(Dataset records)
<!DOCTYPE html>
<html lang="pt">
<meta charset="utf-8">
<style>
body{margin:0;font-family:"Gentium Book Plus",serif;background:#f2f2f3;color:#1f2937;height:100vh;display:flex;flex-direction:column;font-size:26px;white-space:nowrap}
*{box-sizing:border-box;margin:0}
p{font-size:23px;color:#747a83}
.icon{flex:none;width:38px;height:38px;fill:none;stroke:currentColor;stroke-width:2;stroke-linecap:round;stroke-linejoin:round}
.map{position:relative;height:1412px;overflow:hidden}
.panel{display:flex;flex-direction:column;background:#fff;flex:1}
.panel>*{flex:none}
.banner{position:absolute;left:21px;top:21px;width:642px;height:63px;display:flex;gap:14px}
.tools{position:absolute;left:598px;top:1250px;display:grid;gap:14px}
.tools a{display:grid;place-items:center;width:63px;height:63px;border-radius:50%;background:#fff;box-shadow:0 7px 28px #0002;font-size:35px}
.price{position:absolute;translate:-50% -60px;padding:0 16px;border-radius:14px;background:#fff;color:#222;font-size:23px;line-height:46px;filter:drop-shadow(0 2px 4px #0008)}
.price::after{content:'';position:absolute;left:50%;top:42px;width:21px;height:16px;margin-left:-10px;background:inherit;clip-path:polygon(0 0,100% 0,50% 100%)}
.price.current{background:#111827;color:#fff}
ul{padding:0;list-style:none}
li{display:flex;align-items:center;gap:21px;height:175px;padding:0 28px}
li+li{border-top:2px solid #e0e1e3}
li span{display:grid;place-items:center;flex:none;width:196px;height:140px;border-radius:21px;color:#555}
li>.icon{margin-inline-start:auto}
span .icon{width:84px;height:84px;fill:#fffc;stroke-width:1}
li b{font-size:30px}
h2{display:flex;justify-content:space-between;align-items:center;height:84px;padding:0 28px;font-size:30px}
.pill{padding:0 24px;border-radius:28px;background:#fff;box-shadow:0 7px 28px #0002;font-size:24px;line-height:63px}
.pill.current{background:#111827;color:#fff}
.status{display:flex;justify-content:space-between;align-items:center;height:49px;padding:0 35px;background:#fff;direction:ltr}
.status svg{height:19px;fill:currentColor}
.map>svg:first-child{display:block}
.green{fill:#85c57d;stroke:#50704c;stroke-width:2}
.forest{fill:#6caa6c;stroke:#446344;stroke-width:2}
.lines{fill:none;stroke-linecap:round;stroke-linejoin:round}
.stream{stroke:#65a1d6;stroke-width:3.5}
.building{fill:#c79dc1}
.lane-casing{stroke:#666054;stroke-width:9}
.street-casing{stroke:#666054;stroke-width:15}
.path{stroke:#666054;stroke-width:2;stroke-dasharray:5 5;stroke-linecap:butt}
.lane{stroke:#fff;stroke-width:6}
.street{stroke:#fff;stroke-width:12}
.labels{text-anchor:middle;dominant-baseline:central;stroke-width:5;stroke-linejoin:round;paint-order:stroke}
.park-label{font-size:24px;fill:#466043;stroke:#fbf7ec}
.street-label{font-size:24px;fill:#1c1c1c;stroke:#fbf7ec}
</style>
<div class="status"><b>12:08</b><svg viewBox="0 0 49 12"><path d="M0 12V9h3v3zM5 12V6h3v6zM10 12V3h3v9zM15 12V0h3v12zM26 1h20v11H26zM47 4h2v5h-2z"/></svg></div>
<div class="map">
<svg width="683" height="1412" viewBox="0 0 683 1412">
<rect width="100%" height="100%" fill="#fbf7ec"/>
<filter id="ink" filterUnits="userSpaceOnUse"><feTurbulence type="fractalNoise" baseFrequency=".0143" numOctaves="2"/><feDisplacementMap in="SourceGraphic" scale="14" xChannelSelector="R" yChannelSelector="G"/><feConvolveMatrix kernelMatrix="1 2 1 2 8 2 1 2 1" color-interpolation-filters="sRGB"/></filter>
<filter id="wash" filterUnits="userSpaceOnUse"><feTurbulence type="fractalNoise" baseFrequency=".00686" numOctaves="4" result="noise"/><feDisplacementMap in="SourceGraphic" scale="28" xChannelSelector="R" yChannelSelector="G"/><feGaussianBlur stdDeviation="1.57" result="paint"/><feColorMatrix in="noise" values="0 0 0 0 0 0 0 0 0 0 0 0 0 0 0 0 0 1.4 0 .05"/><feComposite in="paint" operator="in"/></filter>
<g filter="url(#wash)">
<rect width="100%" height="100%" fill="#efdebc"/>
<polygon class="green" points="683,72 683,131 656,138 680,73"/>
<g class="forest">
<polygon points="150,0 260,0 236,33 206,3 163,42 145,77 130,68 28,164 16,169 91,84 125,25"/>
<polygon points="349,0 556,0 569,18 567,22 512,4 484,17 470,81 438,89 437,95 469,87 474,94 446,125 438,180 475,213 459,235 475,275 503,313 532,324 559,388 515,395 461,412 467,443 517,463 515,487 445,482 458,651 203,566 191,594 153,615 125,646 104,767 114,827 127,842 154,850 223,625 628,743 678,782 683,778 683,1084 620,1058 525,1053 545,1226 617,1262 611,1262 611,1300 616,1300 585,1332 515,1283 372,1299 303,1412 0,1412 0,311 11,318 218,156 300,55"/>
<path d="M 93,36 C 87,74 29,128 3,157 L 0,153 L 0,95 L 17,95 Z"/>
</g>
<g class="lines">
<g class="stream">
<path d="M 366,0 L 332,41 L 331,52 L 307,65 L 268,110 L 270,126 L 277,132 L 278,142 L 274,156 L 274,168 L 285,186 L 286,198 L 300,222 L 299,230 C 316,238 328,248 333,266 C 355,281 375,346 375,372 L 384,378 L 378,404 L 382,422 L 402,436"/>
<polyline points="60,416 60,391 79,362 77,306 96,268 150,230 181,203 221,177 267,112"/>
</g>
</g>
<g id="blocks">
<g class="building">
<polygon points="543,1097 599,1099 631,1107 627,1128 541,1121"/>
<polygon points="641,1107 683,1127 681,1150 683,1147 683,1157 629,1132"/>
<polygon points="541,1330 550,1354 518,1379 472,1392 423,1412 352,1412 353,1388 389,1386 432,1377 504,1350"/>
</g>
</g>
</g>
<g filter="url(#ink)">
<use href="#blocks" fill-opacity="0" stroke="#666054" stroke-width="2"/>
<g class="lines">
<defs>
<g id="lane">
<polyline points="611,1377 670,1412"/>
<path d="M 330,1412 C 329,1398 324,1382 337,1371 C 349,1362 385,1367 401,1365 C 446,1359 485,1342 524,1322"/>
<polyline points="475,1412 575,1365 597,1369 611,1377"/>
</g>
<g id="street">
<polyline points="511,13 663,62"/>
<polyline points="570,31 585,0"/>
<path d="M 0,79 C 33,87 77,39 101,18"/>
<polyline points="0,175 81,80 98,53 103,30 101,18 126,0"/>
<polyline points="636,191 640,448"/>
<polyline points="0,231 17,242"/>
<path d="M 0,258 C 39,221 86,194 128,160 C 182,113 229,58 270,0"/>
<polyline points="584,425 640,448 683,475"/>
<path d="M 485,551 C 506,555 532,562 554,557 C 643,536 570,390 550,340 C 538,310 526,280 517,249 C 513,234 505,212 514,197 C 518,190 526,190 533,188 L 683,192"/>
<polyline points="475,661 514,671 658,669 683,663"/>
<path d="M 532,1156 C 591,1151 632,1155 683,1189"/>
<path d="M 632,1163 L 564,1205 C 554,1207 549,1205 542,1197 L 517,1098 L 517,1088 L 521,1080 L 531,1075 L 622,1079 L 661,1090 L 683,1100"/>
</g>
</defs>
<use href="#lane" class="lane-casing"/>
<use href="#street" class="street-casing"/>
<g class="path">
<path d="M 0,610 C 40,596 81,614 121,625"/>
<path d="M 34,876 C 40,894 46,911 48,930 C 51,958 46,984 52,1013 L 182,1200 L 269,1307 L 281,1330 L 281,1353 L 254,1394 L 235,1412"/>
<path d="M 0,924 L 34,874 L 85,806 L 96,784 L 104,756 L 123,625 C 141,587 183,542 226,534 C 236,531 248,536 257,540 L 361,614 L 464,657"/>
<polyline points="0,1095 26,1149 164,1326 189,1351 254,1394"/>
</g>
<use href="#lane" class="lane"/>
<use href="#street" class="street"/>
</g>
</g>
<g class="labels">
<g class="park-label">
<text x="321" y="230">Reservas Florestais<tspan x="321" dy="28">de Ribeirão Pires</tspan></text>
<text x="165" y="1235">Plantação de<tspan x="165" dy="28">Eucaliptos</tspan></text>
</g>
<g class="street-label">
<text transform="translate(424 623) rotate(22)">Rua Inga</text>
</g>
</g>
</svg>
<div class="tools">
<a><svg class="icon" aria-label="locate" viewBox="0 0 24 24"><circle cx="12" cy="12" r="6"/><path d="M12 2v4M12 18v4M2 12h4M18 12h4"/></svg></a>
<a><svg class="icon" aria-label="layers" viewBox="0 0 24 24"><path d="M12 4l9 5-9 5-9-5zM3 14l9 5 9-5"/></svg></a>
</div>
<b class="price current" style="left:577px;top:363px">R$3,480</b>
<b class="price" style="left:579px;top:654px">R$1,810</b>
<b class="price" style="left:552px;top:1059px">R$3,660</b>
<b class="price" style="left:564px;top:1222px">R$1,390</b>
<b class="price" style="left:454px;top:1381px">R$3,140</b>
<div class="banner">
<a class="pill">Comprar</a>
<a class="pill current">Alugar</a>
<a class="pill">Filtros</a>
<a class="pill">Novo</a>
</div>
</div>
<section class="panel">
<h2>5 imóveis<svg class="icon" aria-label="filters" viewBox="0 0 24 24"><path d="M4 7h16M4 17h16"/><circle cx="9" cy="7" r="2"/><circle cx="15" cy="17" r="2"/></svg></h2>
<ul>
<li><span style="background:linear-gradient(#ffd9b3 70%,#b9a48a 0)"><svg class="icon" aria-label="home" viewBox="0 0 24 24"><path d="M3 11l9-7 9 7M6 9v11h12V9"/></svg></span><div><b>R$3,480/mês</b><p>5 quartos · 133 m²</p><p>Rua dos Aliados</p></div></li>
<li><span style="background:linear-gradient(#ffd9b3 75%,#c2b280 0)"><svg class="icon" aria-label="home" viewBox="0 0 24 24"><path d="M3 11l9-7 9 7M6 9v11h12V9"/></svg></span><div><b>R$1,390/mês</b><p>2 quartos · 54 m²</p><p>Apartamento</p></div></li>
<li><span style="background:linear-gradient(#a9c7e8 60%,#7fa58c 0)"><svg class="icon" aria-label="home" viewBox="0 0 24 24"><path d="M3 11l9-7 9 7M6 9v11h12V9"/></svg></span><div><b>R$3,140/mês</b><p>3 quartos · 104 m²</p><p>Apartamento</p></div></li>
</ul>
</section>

AIM OF THE EXERCISE | Check every line above for the word "none" and copy those that have it.

SOLUTION FOR THIS TASK |
.icon{flex:none;width:38px;height:38px;fill:none;stroke:currentColor;stroke-width:2;stroke-linecap:round;stroke-linejoin:round}
.panel>*{flex:none}
ul{padding:0;list-style:none}
li span{display:grid;place-items:center;flex:none;width:196px;height:140px;border-radius:21px;color:#555}
.lines{fill:none;stroke-linecap:round;stroke-linejoin:round}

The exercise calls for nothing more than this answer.